**WHAT NEEDS TO BE DONE:** From the entries below, extract every line that includes the word "lines".

┌────────

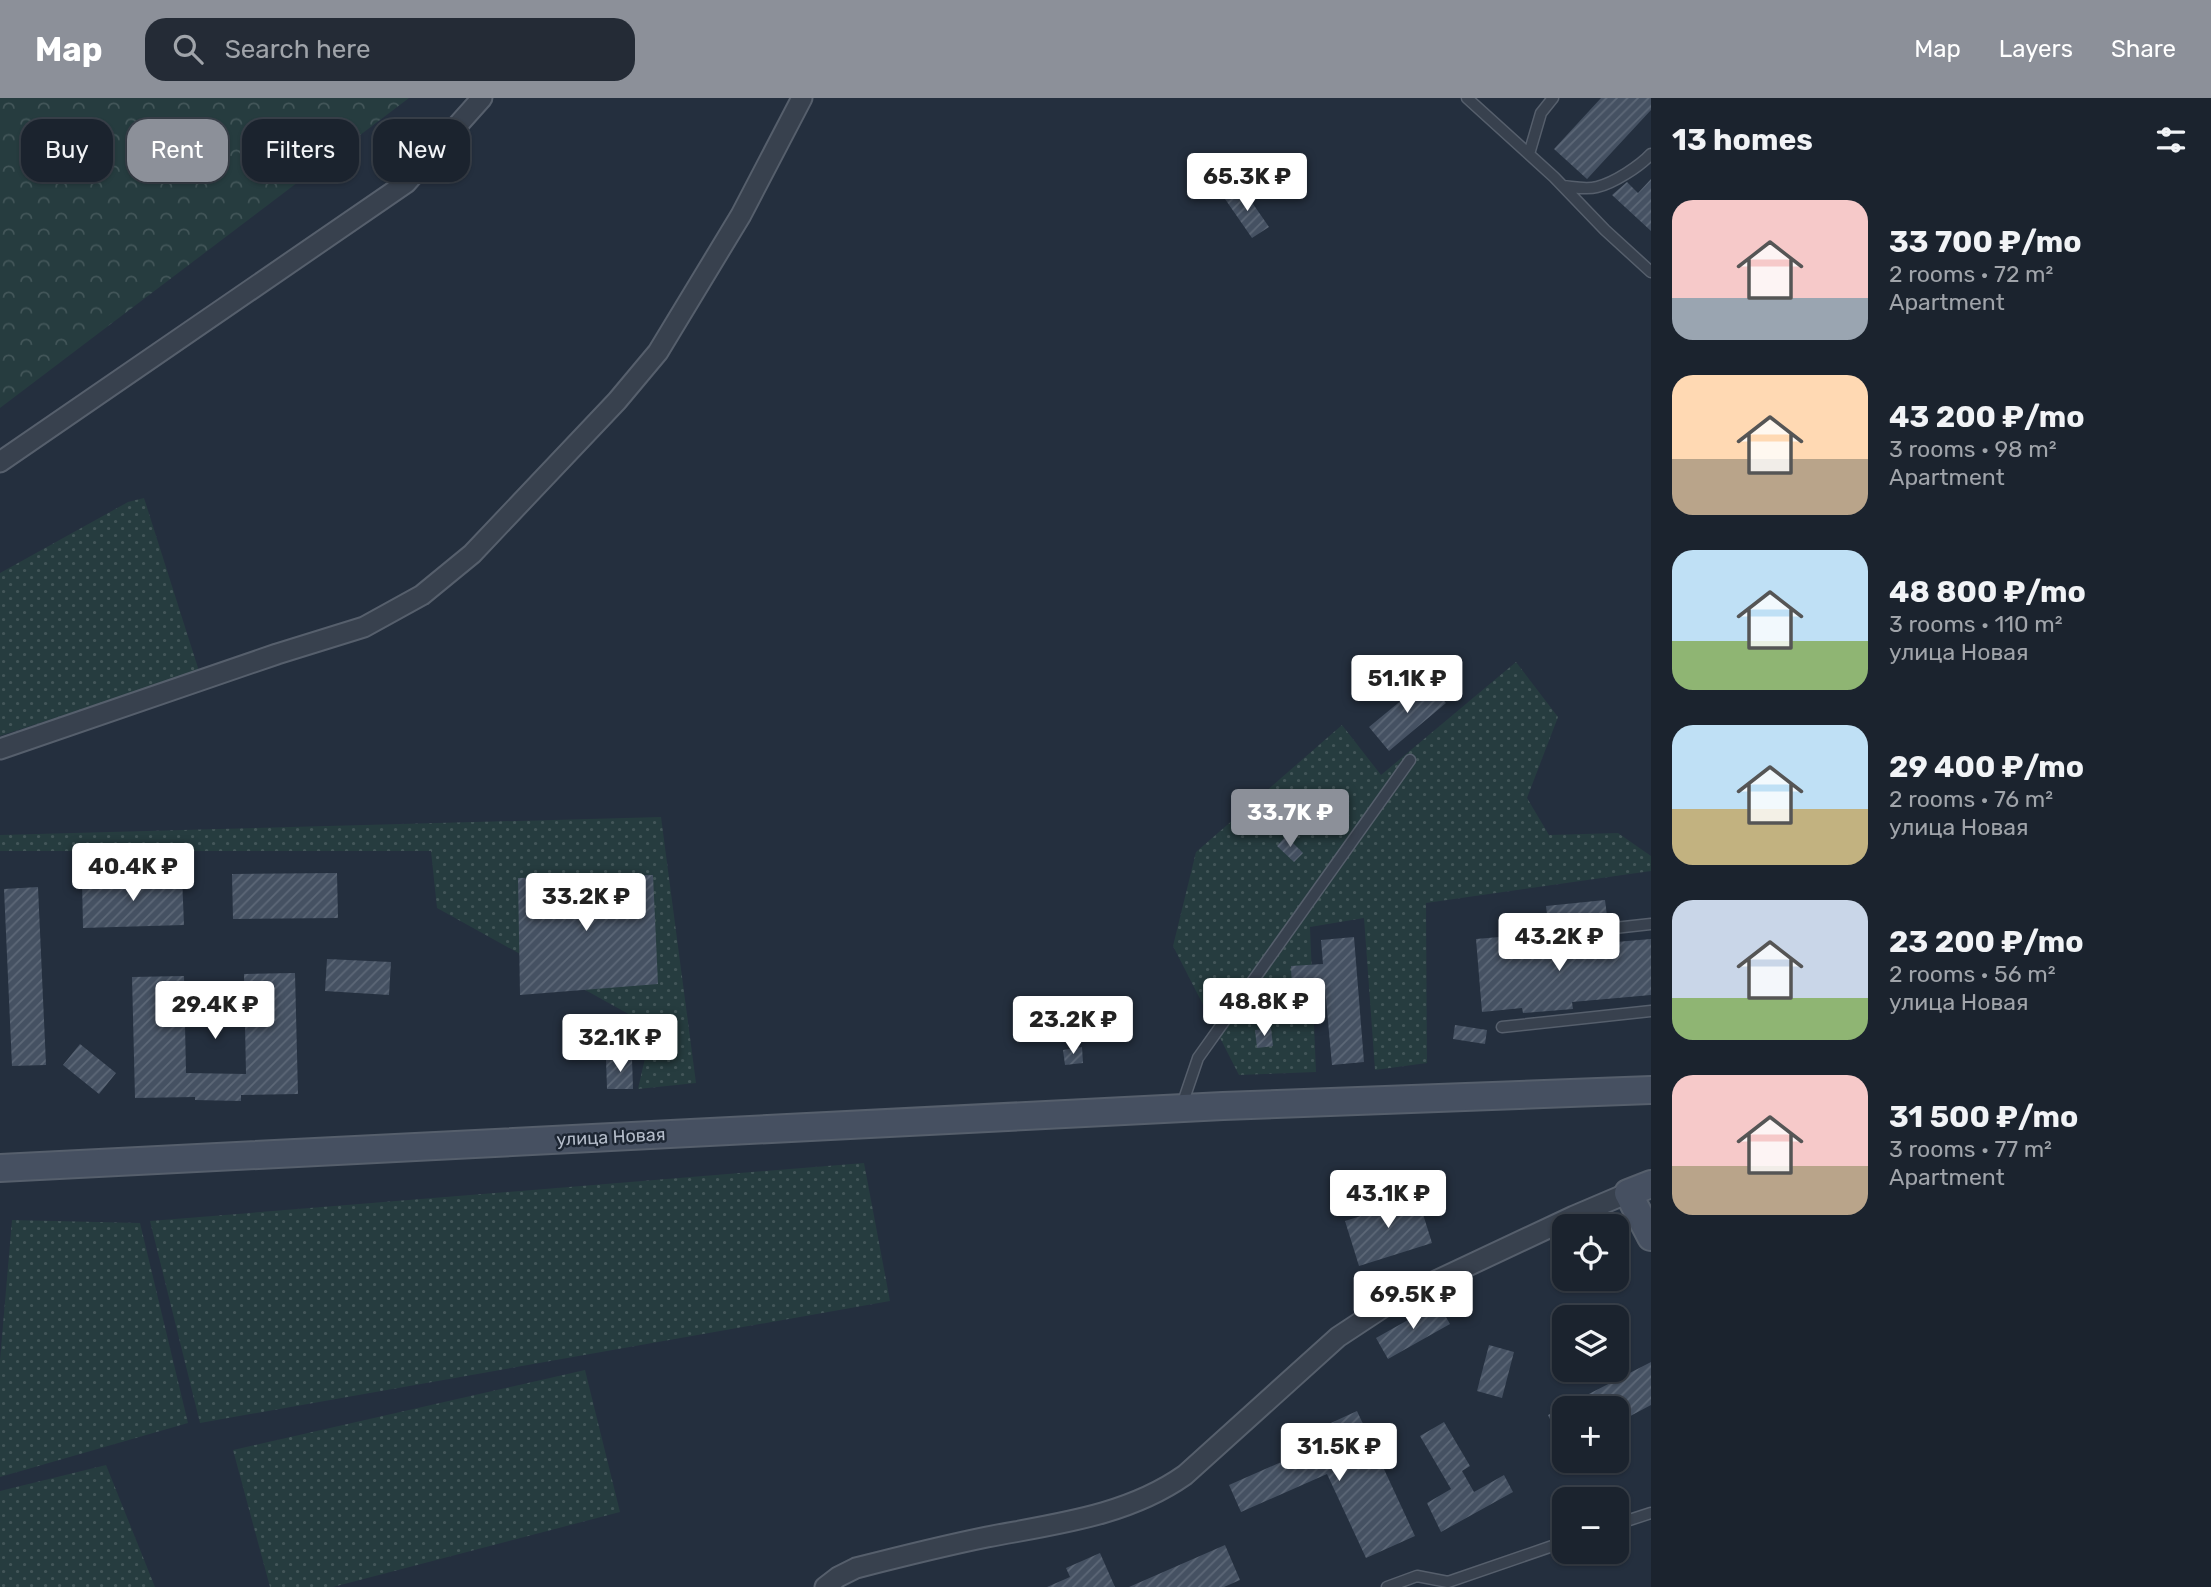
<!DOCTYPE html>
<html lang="en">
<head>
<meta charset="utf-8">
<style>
  :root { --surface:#1b232e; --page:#242b36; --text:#f1f3f6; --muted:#a0a4aa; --line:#39404a; --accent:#8c9099 }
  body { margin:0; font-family:Rubik,sans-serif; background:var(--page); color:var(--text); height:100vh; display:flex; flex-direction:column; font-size:26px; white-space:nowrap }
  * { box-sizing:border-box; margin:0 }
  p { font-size:23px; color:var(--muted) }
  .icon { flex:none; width:38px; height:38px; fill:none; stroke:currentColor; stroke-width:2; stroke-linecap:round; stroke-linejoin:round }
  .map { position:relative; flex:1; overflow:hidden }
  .sheet { display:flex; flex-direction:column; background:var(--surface); width:560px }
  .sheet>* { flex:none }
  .guide { position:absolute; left:21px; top:21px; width:665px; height:63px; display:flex; gap:14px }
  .controls { position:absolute; left:1552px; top:1116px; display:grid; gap:14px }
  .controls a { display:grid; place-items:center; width:77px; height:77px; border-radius:14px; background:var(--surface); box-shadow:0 2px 5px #0004,0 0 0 2px var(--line); font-size:35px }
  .price { position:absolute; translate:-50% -60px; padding:0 16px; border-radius:7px; background:#fff; color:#222; font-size:23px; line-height:46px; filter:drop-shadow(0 2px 4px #0008) }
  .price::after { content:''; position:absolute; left:50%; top:42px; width:21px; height:16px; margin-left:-10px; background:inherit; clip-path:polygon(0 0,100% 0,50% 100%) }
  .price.current { background:var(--accent); color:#fff }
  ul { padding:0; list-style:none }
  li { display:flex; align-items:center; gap:21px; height:175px; padding:0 21px }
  li span { display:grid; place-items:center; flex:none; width:196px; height:140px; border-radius:21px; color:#555 }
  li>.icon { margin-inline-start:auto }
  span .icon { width:84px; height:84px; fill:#fffc; stroke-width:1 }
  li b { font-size:30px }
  h2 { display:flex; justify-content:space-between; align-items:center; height:84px; padding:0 21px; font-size:30px }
  .pill { padding:0 24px; border-radius:21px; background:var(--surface); box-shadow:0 2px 5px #0004,0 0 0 2px var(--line); font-size:24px; line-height:63px }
  .pill.current { background:var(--accent); color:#fff }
  header { display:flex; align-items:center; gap:42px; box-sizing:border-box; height:98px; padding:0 35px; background:var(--accent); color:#fff }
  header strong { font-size:33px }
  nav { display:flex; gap:38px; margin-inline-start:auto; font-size:24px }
  .search { width:490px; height:63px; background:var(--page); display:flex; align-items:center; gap:18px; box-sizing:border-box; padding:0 24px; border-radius:21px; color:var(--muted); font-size:26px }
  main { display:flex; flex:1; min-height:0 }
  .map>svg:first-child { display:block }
  .green { fill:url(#green-dots) }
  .forest { fill:url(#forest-crowns) }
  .building { fill:url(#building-hatch) }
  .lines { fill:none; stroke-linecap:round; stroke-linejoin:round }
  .lane-casing { stroke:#565f6c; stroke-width:13 }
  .street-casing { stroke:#565f6c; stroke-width:23 }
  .secondary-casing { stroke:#565f6c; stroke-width:30 }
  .lane { stroke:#38414e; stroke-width:10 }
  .street { stroke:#38414e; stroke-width:19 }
  .secondary { stroke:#465061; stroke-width:26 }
  .labels { text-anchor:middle; stroke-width:5; stroke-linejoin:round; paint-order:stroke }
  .street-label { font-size:18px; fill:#b4bcc9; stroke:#1d2633 }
</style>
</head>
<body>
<header>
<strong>Map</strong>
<div class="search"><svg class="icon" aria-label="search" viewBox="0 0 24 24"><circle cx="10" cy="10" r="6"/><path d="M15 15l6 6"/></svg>Search here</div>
<nav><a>Map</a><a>Layers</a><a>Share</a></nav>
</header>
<main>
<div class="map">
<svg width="1651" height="1489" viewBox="0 0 1651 1489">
  <defs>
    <pattern id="green-dots" width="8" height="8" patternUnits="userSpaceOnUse" patternTransform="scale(1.75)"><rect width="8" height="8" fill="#263c3f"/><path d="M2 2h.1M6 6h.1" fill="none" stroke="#435659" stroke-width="1.8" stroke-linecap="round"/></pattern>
    <pattern id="forest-crowns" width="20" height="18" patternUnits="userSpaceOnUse" patternTransform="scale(1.75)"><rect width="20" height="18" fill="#263c3f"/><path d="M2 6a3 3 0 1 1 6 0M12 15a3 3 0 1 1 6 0" fill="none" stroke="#435659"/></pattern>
    <pattern id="building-hatch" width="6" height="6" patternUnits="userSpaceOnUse" patternTransform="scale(1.75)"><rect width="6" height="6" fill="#455162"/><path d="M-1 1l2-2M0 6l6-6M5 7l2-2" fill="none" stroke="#5d6877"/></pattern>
  </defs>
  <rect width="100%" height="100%" fill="#242f3e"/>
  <path class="green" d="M144,400L199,573L0,638V475L128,404Z
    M1516,564L1558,619L1527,700L1549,737L1618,735L1651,758V773L1426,805L1427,965L1375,972L1364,820L1310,829L1316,974L1239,977L1173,848L1196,754L1342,627L1381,677Z
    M661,719L696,985L638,991L652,929L437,810L431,753H0V737Z
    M864,1065L890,1203L200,1325L150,1123Z
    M12,1122L140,1125L188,1325L0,1379V1262Z
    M585,1272L620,1414L333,1489H270L233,1352Z
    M106,1367L155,1489H0V1393Z"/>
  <path class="forest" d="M0,0H409L0,310Z"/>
  <path class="building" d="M1601,0H1651V12L1587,81L1554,51Z
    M1651,81V133L1612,97L1627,84L1638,95Z
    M1242,90L1269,129L1252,140L1225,101Z
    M1426,582L1446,605L1389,653L1369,629Z
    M1286,738L1303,755L1294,764L1277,748Z
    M337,775L338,820L233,821L232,776Z
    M653,777L658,886L520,897L518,780Z
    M182,779L184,827L83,830L82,782Z
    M38,789L46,967L12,968L4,791Z
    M1605,802L1607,818L1548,825L1546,808Z
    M1545,835L1546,850L1651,841V897L1572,904L1573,911L1523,915L1522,910L1482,914L1476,841Z
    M1354,839L1364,964L1332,967L1325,891L1292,893L1291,868L1323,866L1321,842Z
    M327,861L391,864L389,897L325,893Z
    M295,875L298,996L241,997V1003L195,1002V999L135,1000L132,879L184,878L186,975L246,976L244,876Z
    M1455,927L1487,932L1485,946L1453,941Z
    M1271,930L1273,948L1257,950L1255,932Z
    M80,946L116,975L99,996L63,967Z
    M1082,949L1083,965L1065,967L1063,952Z
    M632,960L633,991H607L606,961Z
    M1396,1095L1400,1106L1418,1100L1432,1145L1359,1168L1345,1123L1373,1114L1369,1103Z
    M1438,1205L1450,1226L1388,1261L1376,1240Z
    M1489,1247L1514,1254L1502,1300L1477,1293Z
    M1651,1264V1307L1617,1325V1311H1564V1327L1555,1332L1548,1317Z
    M1357,1313L1415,1438L1366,1460L1327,1376L1241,1414L1229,1387L1315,1349L1309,1335Z
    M1444,1324L1470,1368L1462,1373L1474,1394L1504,1377L1513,1394L1441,1434L1427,1405L1451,1391L1420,1338Z
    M1225,1447L1240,1482L1224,1489H1129Z
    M1100,1455L1115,1489H1047L1070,1479L1066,1470Z"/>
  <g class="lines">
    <g class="lane-casing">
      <path id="lane" d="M1467,0L1554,79L1605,132L1651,174
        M1529,56L1541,15L1553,0
        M1563,88C1574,89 1586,92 1597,89C1614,85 1640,68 1651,56
        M1560,836L1651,826
        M1502,929L1651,913
        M1182,1007L1198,960L1410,662
        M1617,1426L1651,1415
        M1387,1489L1417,1478L1448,1484L1564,1444"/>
    </g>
    <g class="street-casing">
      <path id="street" d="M0,364L406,85L482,0
        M0,651L277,556L364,529L422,497L472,456L617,303L658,254L741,117L802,0
        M825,1489L838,1479L856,1470C899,1459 943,1448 987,1439C1055,1426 1127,1418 1185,1377L1338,1239L1391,1204L1574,1118L1628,1095"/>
    </g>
    <g class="secondary-casing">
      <path id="secondary" d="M0,1070L1223,1008L1651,992
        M1651,1086L1628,1095L1651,1139"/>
    </g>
    <use href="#lane" class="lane"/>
    <use href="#street" class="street"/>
    <use href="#secondary" class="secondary"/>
  </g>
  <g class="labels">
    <g class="street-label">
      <text transform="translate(611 1039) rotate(-3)" y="6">улица Новая</text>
    </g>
  </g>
</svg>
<div class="controls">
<a><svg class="icon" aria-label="locate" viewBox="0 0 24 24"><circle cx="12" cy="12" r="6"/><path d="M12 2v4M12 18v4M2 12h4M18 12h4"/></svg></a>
<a><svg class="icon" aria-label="layers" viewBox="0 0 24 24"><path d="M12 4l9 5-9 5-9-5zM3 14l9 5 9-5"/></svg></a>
<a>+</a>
<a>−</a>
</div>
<b class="price" style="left:1247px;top:115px">65.3K ₽</b>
<b class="price" style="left:1407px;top:617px">51.1K ₽</b>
<b class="price current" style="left:1290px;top:751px">33.7K ₽</b>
<b class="price" style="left:133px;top:805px">40.4K ₽</b>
<b class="price" style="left:586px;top:835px">33.2K ₽</b>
<b class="price" style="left:1559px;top:875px">43.2K ₽</b>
<b class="price" style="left:1264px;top:940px">48.8K ₽</b>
<b class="price" style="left:215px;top:943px">29.4K ₽</b>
<b class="price" style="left:1073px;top:958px">23.2K ₽</b>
<b class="price" style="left:620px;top:976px">32.1K ₽</b>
<b class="price" style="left:1388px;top:1132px">43.1K ₽</b>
<b class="price" style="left:1413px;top:1233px">69.5K ₽</b>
<b class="price" style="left:1339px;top:1385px">31.5K ₽</b>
<div class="guide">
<a class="pill">Buy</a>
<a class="pill current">Rent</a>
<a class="pill">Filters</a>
<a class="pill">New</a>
</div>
</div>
<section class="sheet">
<h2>13 homes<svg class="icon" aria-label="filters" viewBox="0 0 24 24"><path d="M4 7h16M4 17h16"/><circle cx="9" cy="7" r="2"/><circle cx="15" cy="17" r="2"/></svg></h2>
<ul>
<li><span style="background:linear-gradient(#f6c9c9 70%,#9aa5b1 0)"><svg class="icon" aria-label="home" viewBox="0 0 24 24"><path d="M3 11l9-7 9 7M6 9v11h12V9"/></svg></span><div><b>33 700 ₽/mo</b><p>2 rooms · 72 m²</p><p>Apartment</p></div></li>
<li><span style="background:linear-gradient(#ffd9b3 60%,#b9a48a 0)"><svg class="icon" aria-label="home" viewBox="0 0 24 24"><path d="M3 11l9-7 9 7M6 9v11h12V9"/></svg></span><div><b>43 200 ₽/mo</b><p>3 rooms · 98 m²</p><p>Apartment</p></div></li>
<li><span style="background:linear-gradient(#bfe0f5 65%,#8fb573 0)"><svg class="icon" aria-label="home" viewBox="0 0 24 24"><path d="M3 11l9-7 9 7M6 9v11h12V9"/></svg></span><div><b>48 800 ₽/mo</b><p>3 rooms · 110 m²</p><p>улица Новая</p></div></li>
<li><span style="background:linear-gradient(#bfe0f5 60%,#c2b280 0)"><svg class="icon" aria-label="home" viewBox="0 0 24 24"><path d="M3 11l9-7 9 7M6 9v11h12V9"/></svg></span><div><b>29 400 ₽/mo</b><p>2 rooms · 76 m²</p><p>улица Новая</p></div></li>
<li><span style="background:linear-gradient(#c9d6e8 70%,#8fb573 0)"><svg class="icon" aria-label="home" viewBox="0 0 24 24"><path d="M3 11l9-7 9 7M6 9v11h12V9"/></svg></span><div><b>23 200 ₽/mo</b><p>2 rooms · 56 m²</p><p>улица Новая</p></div></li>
<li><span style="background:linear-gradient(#f6c9c9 65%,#b9a48a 0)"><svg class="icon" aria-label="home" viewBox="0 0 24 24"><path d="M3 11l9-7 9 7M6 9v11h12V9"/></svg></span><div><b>31 500 ₽/mo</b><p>3 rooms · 77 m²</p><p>Apartment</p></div></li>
</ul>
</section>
</main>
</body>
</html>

└────────

**ANSWER TO THIS EXERCISE:**
  .lines { fill:none; stroke-linecap:round; stroke-linejoin:round }
  <g class="lines">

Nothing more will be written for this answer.